Scongiurare le tragiche conseguenze dei cambiamenti climatici, non significa soltanto limitare le emissioni di gas inquinanti, ma passa anche dalla tutela e dal rispetto che sapremo garantire alla terra che calpestiamo, che ci nutre e sulla quale poggiamo le nostre case.
Nell’ambito degli incontri a margine di Cop 21, la Conferenza Mondiale sul Clima di Parigi, questa mattina ho partecipato alla conferenza Soil Solution, organizzata da Centre for Food Saefty. L’idea del convegno partiva da un presupposto. Gli attuali sistemi agricoli industriali non sono efficienti. Non si tratta solamente di cambiare il nostro stile di vita e le nostre abitudini alimentari, ma l’obiettivo che dovremmo perseguire è quello di mirare a una maggiore produttività. E’ormai assodato come la coltivazione tradizionale, con fertilizzanti e pesticidi, consenta rendimenti e performance più alte nel breve periodo, finendo però per sterilizzare progressivamente il suolo, rendendolo meno fertile. Scegliere sistemi di coltivazione biologica, in questo senso, garantirebbe diversi vantaggi. Innanzitutto perché una coltivazione biologica consente il mantenimento dei microrganismi e dei batteri funghi presenti nel suolo, la cui presenza è funzionale ad una maggiore produttività delle piante coltivate e ad una rigenerazione del suolo. Un terreno vivo si rinnova infatti da solo, invece che perdere progressivamente fertilità.
Un suolo non trattato mantiene inoltre una migliore capacità di assorbire l’acqua. Questo aspetto non solo garantisce un notevole risparmio economico in termini di irrigazione, ma ha ripercussioni fondamentali per ciò che concerne la prevenzione del dissesto idrogeologico. L’Italia è un Paese soggetto ad un notevole rischio idrogeologico. Ogni anno la stagione delle piogge, porta con sé notizie di frane, smottamenti, crolli di strade e vittime di alluvioni.
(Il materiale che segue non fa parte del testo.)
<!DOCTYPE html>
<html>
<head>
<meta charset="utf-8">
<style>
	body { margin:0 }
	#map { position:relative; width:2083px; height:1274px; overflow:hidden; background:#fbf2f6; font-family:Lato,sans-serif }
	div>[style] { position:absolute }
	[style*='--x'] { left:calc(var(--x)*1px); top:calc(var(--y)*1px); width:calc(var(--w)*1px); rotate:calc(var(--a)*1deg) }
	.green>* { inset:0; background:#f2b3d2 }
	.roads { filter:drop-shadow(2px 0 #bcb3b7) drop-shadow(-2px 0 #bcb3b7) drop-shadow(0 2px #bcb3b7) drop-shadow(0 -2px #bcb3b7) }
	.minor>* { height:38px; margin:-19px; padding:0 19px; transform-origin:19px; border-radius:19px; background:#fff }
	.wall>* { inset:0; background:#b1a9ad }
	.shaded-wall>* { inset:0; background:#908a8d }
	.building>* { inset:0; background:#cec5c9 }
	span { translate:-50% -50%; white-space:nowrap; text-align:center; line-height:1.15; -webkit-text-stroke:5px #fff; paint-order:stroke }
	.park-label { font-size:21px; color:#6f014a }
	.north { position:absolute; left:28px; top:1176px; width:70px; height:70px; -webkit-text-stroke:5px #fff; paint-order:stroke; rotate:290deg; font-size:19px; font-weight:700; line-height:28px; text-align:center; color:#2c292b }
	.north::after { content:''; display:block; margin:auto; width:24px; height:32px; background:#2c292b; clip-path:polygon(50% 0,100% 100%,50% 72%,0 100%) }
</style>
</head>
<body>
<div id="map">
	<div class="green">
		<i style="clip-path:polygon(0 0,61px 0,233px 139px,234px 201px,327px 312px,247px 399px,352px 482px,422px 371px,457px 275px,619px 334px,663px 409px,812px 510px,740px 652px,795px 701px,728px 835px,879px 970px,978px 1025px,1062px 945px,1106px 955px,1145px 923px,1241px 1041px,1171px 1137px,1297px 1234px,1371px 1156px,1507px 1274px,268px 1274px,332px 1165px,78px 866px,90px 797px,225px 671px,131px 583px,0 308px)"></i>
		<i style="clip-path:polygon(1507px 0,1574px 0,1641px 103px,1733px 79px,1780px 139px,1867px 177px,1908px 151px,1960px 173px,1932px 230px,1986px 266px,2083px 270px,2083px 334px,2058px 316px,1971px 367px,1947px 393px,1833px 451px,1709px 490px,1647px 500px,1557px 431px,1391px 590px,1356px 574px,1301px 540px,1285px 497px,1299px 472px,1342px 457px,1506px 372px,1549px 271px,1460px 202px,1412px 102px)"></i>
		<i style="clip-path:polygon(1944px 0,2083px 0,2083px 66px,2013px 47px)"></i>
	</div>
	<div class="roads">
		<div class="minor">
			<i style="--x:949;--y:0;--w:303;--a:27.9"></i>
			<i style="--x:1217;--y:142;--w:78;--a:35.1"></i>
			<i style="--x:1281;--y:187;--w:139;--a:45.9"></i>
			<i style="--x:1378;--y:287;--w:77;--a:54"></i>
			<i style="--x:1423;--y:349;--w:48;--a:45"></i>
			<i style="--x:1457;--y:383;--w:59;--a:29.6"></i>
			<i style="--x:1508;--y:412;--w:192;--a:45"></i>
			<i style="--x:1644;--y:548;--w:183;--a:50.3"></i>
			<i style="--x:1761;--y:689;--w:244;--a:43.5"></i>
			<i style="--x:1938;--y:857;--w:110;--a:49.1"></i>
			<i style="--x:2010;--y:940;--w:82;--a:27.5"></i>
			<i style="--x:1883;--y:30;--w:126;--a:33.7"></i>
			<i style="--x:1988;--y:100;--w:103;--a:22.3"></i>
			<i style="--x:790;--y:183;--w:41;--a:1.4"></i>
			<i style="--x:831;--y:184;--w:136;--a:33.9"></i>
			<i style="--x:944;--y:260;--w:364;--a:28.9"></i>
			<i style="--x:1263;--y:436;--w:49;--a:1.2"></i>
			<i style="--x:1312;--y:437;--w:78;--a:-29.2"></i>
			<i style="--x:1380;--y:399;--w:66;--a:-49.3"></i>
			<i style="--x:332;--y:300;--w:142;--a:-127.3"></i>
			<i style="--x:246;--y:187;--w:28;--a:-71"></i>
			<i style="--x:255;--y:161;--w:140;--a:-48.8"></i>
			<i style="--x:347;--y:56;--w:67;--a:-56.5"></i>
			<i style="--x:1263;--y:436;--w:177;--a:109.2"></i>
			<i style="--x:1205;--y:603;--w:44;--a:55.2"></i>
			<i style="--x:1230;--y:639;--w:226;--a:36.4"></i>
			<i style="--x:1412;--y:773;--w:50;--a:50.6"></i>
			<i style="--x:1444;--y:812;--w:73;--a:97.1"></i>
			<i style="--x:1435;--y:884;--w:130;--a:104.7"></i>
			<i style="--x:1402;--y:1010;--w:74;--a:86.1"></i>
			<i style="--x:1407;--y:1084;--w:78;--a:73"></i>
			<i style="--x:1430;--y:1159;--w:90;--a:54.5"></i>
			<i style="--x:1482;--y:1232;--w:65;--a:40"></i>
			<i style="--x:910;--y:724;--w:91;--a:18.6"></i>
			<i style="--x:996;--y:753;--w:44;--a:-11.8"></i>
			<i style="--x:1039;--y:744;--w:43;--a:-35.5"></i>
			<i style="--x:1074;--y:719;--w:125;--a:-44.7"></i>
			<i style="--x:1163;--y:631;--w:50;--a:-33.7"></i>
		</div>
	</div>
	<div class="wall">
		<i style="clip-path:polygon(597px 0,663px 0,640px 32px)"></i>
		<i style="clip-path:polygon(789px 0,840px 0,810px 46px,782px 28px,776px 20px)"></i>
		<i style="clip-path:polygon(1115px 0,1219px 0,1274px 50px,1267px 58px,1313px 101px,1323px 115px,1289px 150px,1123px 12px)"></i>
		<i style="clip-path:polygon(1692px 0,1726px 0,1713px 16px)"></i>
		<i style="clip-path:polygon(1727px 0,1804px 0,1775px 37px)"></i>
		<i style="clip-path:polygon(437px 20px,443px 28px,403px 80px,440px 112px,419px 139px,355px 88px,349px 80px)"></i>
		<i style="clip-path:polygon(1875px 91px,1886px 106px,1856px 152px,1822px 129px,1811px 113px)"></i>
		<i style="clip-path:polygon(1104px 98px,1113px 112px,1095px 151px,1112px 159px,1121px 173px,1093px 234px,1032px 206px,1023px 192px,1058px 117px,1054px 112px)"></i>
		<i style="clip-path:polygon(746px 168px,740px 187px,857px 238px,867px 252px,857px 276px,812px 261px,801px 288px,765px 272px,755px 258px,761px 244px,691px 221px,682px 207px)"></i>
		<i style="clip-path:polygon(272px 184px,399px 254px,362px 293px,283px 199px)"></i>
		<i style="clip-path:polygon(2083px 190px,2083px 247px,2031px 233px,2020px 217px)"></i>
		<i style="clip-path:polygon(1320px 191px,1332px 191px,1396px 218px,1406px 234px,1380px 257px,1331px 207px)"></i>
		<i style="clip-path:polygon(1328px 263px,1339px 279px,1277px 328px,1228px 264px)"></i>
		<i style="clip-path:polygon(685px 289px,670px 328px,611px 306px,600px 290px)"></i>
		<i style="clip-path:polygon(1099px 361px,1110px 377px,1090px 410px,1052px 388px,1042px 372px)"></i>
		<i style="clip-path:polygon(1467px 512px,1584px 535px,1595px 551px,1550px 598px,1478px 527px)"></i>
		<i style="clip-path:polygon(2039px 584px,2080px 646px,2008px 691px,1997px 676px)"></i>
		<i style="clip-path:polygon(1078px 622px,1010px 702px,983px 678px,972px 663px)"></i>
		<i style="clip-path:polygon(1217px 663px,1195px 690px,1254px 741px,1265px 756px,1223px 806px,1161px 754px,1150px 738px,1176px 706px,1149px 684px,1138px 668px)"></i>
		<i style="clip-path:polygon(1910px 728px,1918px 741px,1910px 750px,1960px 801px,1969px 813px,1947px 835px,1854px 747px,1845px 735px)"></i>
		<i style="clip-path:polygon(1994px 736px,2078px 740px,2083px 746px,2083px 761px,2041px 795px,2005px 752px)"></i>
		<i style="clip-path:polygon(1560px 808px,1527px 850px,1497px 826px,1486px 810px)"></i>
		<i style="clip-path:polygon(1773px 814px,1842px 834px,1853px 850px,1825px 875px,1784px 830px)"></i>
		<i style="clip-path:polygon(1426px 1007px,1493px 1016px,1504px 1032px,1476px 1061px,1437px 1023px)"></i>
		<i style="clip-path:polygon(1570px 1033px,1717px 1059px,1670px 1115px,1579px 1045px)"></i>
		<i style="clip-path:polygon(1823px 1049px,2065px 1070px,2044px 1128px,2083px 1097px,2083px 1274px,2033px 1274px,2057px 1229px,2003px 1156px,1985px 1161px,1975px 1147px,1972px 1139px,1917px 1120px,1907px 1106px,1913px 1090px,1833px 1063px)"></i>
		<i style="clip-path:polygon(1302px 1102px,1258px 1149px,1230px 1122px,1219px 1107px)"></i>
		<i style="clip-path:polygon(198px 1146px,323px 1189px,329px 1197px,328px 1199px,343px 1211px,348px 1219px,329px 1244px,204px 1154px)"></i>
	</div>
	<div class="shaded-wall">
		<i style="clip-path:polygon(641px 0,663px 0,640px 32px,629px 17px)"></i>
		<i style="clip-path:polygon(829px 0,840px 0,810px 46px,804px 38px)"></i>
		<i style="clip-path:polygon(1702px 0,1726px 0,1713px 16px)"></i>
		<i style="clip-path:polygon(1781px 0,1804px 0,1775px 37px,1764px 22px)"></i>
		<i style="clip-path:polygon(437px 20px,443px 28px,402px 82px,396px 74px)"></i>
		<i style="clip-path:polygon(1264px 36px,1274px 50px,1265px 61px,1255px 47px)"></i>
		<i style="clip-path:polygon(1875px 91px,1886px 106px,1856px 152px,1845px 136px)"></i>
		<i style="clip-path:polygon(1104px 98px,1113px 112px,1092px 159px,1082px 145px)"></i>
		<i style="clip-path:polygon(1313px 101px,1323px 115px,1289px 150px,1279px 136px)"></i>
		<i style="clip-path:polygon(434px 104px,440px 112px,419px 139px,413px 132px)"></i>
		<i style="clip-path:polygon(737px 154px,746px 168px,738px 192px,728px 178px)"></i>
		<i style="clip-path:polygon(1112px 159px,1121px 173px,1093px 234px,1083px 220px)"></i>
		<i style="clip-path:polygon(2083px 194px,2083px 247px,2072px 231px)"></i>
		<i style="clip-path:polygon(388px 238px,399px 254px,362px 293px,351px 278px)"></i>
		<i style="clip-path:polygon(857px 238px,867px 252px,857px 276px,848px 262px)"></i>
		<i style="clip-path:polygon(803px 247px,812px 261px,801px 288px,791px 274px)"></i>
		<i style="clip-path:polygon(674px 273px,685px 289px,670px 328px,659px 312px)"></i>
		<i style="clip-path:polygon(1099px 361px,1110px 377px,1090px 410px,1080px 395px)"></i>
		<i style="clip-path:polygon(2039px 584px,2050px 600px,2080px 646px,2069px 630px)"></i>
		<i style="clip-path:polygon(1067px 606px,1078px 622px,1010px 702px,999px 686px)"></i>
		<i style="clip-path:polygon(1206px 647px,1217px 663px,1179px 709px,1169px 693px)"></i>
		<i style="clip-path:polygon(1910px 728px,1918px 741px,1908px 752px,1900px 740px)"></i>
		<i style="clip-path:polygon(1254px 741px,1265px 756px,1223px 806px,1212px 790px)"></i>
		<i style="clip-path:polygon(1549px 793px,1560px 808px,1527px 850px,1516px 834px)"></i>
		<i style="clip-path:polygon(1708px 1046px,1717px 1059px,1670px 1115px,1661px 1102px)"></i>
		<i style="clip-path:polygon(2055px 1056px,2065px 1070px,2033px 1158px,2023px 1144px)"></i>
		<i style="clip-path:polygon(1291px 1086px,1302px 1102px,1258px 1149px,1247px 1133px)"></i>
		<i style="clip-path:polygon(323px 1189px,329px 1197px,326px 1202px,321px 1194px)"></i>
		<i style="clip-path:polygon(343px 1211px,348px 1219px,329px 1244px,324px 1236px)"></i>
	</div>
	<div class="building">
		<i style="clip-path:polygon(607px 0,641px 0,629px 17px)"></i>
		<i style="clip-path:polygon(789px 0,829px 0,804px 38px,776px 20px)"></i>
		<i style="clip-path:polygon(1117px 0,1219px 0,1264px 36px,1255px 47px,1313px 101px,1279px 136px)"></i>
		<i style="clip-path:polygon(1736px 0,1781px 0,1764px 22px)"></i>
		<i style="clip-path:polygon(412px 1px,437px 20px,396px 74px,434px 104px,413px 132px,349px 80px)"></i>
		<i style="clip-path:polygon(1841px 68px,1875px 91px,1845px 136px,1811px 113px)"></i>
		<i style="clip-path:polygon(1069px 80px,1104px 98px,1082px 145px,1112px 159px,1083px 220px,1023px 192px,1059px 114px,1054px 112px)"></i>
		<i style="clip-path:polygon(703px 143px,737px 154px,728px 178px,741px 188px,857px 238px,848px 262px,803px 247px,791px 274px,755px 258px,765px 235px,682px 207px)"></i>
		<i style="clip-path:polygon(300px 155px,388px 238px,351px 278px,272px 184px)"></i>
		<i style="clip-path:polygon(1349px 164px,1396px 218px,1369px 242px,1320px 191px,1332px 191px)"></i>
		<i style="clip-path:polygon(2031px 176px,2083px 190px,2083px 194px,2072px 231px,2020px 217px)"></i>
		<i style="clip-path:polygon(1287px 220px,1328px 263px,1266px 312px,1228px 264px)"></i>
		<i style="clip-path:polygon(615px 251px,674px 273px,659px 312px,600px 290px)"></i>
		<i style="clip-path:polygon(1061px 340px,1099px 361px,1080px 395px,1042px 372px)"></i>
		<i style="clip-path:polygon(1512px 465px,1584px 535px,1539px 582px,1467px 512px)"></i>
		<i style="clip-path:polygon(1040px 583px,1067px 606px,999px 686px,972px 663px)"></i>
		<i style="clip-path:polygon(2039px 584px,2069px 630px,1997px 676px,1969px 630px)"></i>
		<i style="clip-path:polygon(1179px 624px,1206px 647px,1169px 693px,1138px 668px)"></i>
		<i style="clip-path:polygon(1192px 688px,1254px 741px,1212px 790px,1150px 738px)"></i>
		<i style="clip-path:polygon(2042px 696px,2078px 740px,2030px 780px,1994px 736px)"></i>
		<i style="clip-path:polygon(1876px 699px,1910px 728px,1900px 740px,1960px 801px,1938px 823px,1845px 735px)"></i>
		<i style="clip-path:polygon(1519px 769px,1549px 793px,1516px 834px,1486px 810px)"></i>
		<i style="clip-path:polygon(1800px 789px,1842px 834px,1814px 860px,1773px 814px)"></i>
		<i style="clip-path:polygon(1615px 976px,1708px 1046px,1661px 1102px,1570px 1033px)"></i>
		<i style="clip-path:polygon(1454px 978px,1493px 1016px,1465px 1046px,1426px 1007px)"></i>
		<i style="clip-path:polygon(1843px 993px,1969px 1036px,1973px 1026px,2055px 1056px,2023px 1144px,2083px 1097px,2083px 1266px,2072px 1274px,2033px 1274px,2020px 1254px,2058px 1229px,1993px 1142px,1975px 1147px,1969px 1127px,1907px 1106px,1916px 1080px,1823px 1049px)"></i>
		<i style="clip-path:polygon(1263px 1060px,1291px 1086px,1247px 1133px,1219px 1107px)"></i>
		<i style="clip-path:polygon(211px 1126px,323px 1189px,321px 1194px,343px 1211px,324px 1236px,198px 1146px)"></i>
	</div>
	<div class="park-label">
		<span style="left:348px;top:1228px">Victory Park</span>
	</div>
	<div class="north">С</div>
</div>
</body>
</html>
Per questo dobbiamo essere tutti consapevoli di come un terreno non trattato abbia una capacità d’assorbimento superiore rispetto ad un suolo sfruttato. Questa mattina è stato mostrato in maniera lampante, attravero una semplice dimostrazione. Su di un campione di suolo trattato attraverso un’agricoltura biologica, è stato rovesciato un bicchier d’acqua. Il contenuto è stato assorbito dal terreno. Lo stesso bicchiere, riempito nuovamente, è stato rovesciato su di un terreno trattato da una coltivazione industriale. L’acqua non è riuscita a filtrare, a causa della sterilizzazione e della compattazione a cui il terreno era stato sottoposto. Una lavorazione così intensa, da far perdere al suolo le sue prerogative naturali.
Ciò che dobbiamo capire è che la scelta spetta a noi. Sta noi scegliere se vogliamo cambiare il modo di produrre e di trattare il nostro ambiente, o se vogliamo soccombere perpetrando atteggiamenti non rispettosi nei confronti della natura. Anche questo è cambiamenti climatici anche questo è cop21.